Riforma bollo auto 2027: le vere novità su scadenze, noleggio e veicoli usati
l nuovo provvedimento sul bollo auto 2028 si pone l’obiettivo di snellire le pratiche burocratiche senza alterare i costi per i cittadini.

Il dibattito sulla tassa automobilistica si riaccende con l’approvazione governativa di un pacchetto di norme che promette di razionalizzare un iter finora frammentato. La riforma non prevede sconti o rincari, ma si concentra su una migliore gestione amministrativa. Insomma, si modifica il metodo di versamento, ma non l’importo. Sebbene alcuni automobilisti sperassero in un risparmio fiscale, l’intento del Governo è molto pragmatico: ridurre gli errori, rendere trasparenti le tempistiche e creare procedure omogenee in tutta Italia.
Costi invariati: nessun aumento né agevolazione
Il calcolo del bollo non subisce alcuna alterazione. I criteri tecnici rimangono infatti saldamente legati alla potenza del motore (in kW) e alla classe di inquinamento (Euro) della vettura. Di conseguenza, le somme da versare resteranno esattamente quelle attuali.
Chi oggi paga una determinata quota continuerà a sborsare la stessa cifra anche in futuro. Manca quindi una riduzione del carico fiscale, specialmente per i veicoli più datati o per le famiglie in difficoltà economica. Anche l’impianto del superbollo, destinato alle vetture ad alte prestazioni, non viene toccato. Rimane inoltre intatta l’autonomia delle singole Regioni, che manterranno il diritto di applicare un ritocco delle tariffe base entro un limite massimo del 10% annuo, confermando un sistema fiscale che può variare da zona a zona.
nuove scadenze e possibilità di rateizzazione
Il cuore della riforma risiede nel nuovo calendario dei pagamenti. Fino ad oggi le tempistiche risultavano spesso ingarbugliate, generando confusioni e sanzioni per dimenticanza. A partire da gennaio 2028, per i mezzi freschi di immatricolazione, il primo pagamento coprirà dodici mesi esatti, calcolati in maniera lineare a partire dal mese di registrazione.

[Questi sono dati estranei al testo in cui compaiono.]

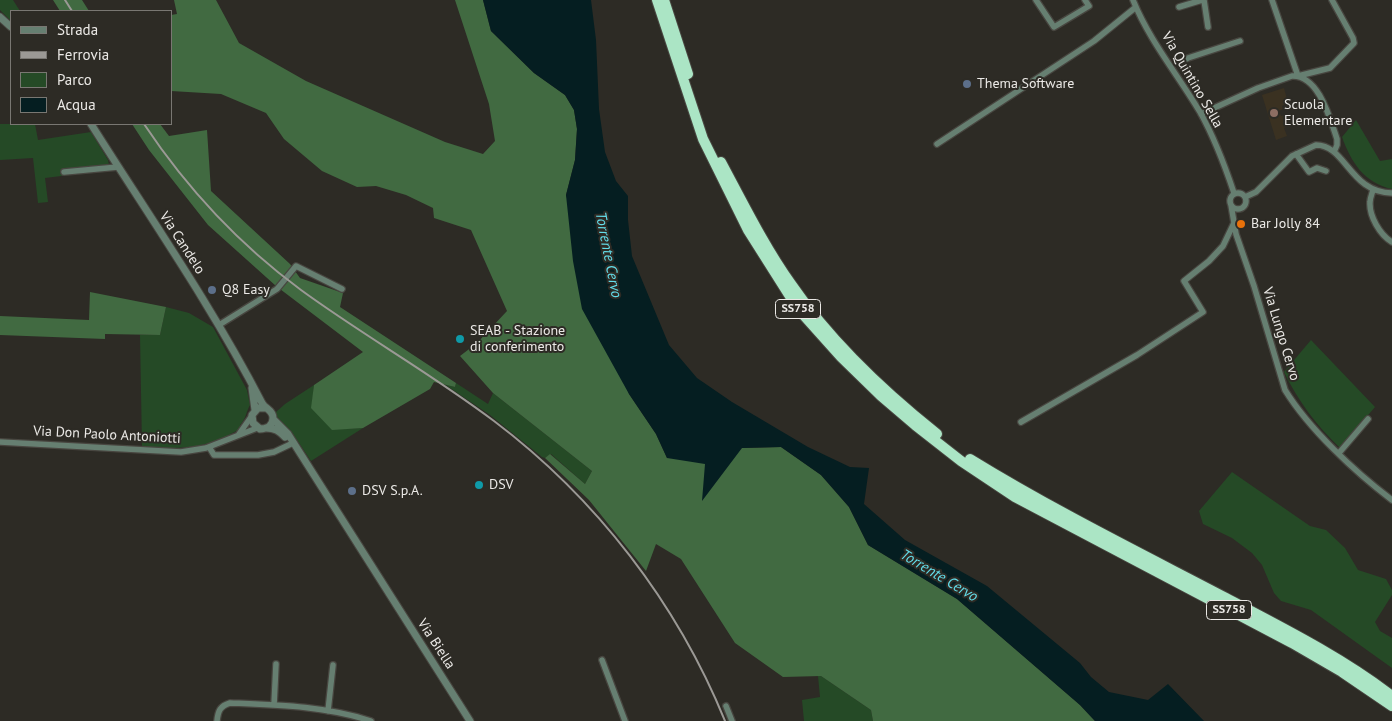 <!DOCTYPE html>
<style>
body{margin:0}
#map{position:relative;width:1392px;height:721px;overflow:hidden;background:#2d2b25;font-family:"PT Sans",sans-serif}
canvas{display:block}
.legend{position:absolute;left:10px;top:10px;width:162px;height:115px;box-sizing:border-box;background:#2d2b25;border:1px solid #797772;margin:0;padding:6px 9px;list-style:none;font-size:15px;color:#ebe9e6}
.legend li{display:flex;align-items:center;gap:10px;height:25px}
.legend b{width:25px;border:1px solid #797772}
</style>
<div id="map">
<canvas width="1392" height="721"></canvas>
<ul class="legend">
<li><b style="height:6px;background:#667f71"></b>Strada</li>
<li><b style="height:6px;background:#9b9995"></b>Ferrovia</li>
<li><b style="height:14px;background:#254a26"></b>Parco</li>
<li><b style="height:14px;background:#051e21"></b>Acqua</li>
</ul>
</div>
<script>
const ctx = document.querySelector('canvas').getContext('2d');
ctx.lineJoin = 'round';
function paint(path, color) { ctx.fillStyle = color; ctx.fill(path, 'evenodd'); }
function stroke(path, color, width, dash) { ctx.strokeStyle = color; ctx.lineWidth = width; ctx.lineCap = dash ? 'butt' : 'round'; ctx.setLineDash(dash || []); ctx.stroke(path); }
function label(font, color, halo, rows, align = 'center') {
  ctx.font = font + ' "PT Sans",sans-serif'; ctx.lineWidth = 4; ctx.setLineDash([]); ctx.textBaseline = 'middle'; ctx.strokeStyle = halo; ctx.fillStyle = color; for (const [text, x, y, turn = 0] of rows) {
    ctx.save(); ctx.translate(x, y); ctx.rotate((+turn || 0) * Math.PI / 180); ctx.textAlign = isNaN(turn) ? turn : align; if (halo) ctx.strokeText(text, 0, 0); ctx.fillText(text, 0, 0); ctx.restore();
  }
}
const education = new Path2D(`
 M1284,88L1288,103L1282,106L1283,109L1279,111L1281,116L1285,115L1288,126L1284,128L1287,136L1276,140L1262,95Z`);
const green = new Path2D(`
 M0,0H13L20,11H11V21L0,10Z
 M1356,120L1380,161L1392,159V189C1364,183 1351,162 1342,137Z
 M0,124H35L38,140L91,132L108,160L110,170L45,178L48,202L38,203L33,158L0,160Z
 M166,307L189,313L213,327L247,390L250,405C246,412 246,419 240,425L241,428C206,450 182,449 142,447L140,335H160Z
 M1311,340L1375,407L1340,448C1317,426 1298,401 1284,372Z
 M456,383L488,404L493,393L592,471L585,484L551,454L545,458L542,457L490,415L444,384L455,387Z
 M314,385L312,408L332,429L363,428L311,461L291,431L276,416V412L285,404Z
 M1232,472L1310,526L1326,530L1345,548L1358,570L1386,579L1392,590V595L1375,622L1380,631L1392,638V668L1311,610L1281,601L1274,593L1262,565L1252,553L1232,538L1203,524L1199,511Z
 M818,676H821L871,710L873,721H804L802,700L820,697Z`);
const forest = new Path2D(`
 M53,0H82L89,11H60Z
 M174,0H216L239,43L306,81L445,142L483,154L495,141L489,104L455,0H483L491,31L534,73L565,95L574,110L577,129L575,160L566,195L629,394L656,434L667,458L742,448L781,447L821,475L849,507L868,545L957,599L1080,705L1095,721H873L871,710L821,676L783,677L735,643L681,559L656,544L646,571L589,500L545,458L550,454L585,484L592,471L493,393L460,356L477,343L507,311L471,230L434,218L433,208L406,195L376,186L357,187L322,171L284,139L266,113L221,94L171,91V15L177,14Z
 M132,124H160L169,136L207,130L211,191L290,264L300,278L343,293L340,307L456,383L455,387L434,382L430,389L363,428L332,430L311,408L314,385L363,352L276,286L208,225L149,150Z
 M90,292L166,307L160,335L105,334V339L0,335V316L89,320Z`);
const water = new Path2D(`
 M483,0H591L596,40L599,109L605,152L616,181L628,196V220L632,256L669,345L697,378L732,402L808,447L850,467L869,468L864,504L905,540L987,586L1080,663L1091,677L1109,692L1148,700L1168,684L1204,721H1095L1080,705L957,599L868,545L849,507L821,475L781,447L742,448L702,501L705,464L667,458L656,434L629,394L582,309L573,261L566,195L575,160L577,129L574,110L565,95L534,73L491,31Z`);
const minor = new Path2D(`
 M1036,0L1054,27L1089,6L1085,0
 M1133,0C1149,40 1178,75 1200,112C1214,137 1225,166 1234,193
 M1204,0L1208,27
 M1272,0L1298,76L1330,68L1354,43L1353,38L1332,0
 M1179,7L1202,0
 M1182,61L1188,58L1240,41
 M1201,114L1258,88L1292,76C1319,75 1330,119 1337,139V145L1334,152
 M937,144L1094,41L1136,7
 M1296,154L1309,172L1317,168L1326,171
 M64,172L118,167
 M1373,190C1372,194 1370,198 1370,202C1369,216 1380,235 1392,242
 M1230 201a8 8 0 1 1 16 0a8 8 0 1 1-16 0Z
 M1245,197L1256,192L1292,156L1316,145C1346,145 1350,193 1392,193
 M1231,205L1236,234L1254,286L1285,390C1309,429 1355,472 1392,500
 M219,325L277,289L296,266L342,289
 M1021,422L1137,355L1203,312L1184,281L1209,261L1223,246L1234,223
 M239,434L251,417
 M0,442L181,452L206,448L257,428
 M209,447L214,455H258L274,452L293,443
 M1339,453L1368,419
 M602,660L625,721
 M274,705L276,664
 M726,706L732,721
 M328,711L333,665
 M217,721C218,711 220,706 230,703C278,705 324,706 371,721`);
const tertiary = new Path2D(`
 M0,17L11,27
 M91,124C149,216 212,306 262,403C265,409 273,410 273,418C273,426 266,429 260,429L253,423L252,415L258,408H265
 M252,388L255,410
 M273,419L288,434L470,721
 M266,428C275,428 279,431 285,437`);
const trunk = new Path2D(`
 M657,0L703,139L748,230L798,309L841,357L881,396L915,425L961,461L1015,497L1292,643L1342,672L1392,706
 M664,0L688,74
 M721,162C743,203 764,246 791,284C830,341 883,391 937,434
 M970,459C1053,510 1140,553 1226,598C1283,628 1341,657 1392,696`);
const rail = new Path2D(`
 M65,0L72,11
 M144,124C186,187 240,245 301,290C364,336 432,374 494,421C596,498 677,603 725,721`);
const markers = [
 [967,84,5,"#5c6f8a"],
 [1274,113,5,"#8d6e63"],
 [1241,224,5,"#e8710a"],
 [212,290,5,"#5c6f8a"],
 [460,339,5,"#0f9aa8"],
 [479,485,5,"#0f9aa8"],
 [352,491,5,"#5c6f8a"]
];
const shields = [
 [798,309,45],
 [1229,610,45]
];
const shieldNames = [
 ["SS758",798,309],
 ["SS758",1229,610]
];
const streetNames = [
 ["Via Quintino Sella",1192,80,60],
 ["Via Candelo",182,243,57],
 ["Via Lungo Cervo",1281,334,73],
 ["Via Don Paolo Antoniotti",107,435,3],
 ["Via Biella",436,644,57]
];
const poiNames = [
 ["Thema Software",977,84],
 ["Scuola",1284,105],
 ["Elementare",1284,121],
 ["Bar Jolly 84",1251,224],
 ["Q8 Easy",222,290],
 ["SEAB - Stazione",470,331],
 ["di conferimento",470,347],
 ["DSV",489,485],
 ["DSV S.p.A.",362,491]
];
const waterNames = [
 ["Torrente Cervo",608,255,79],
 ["Torrente Cervo",939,576,31]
];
paint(education, '#3a3121');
paint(green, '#254a26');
paint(forest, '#416a41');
paint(water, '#051e21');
stroke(minor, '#484640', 8);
stroke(tertiary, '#484640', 9);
stroke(trunk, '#484640', 12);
stroke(minor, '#667f71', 5.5);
stroke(tertiary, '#667f71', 7);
stroke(trunk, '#abe5c5', 10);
stroke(rail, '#9b9995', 2);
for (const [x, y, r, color] of markers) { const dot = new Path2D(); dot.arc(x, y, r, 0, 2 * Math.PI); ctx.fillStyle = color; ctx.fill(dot); stroke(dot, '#2d2b25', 2); }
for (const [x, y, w] of shields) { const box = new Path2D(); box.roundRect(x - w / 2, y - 9.5, w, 19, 4); ctx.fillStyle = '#2d2b25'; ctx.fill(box); stroke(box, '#ebe9e6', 1); }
label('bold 12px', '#ebe9e6', null, shieldNames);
label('14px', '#ebe9e6', '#2d2b25', streetNames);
label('14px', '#ebe9e6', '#2d2b25', poiNames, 'left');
label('italic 15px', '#63ddea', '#2d2b25', waterNames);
</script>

La data di immatricolazione diventerà così la bussola universale per ogni versamento futuro. Ad esempio, immatricolando una vettura a marzo, la prima quota si pagherà entro la fine di aprile, mentre i successivi rinnovi scadranno sempre alla fine di marzo. Questo sistema standardizzato, già collaudato con successo in Lombardia, sarà finalmente esteso a tutto il territorio nazionale.

Regole operative per noleggio, usato e fermo amministrativo
Grande attenzione è riservata al settore del noleggio a lungo termine, un mercato in continua espansione. Per risolvere le storiche incertezze sulle competenze fiscali, l’imposta andrà versata alla Regione in cui si trova la sede operativa che amministra concretamente il servizio, a prescindere da dove sia fissata la sede legale. Dal 2027, inoltre, diventerà obbligatorio inserire i nuovi contratti nell’Archivio Nazionale Veicoli, garantendo maggiore trasparenza e controlli mirati.
Per quanto riguarda il mercato dell’usato, quando un privato cede il veicolo a un concessionario autorizzato, la tassa viene sospesa temporaneamente, a patto che il passaggio venga registrato al PRA entro 60 giorni. Durante la giacenza in salone non maturano debiti; tuttavia, al momento dell’acquisto, il nuovo proprietario dovrà riprendere i pagamenti seguendo le scadenze legate alla prima immatricolazione. Linea dura, invece, sulle vetture soggette a fermo amministrativo. Se l’auto è bloccata per debiti (Agenzia delle Entrate o riscossione), l’obbligo di pagare il bollo non si interrompe. Il divieto di circolazione non annulla la tassa: il proprietario dovrà saldare per intero la propria posizione fiscale prima di poter sbloccare il mezzo.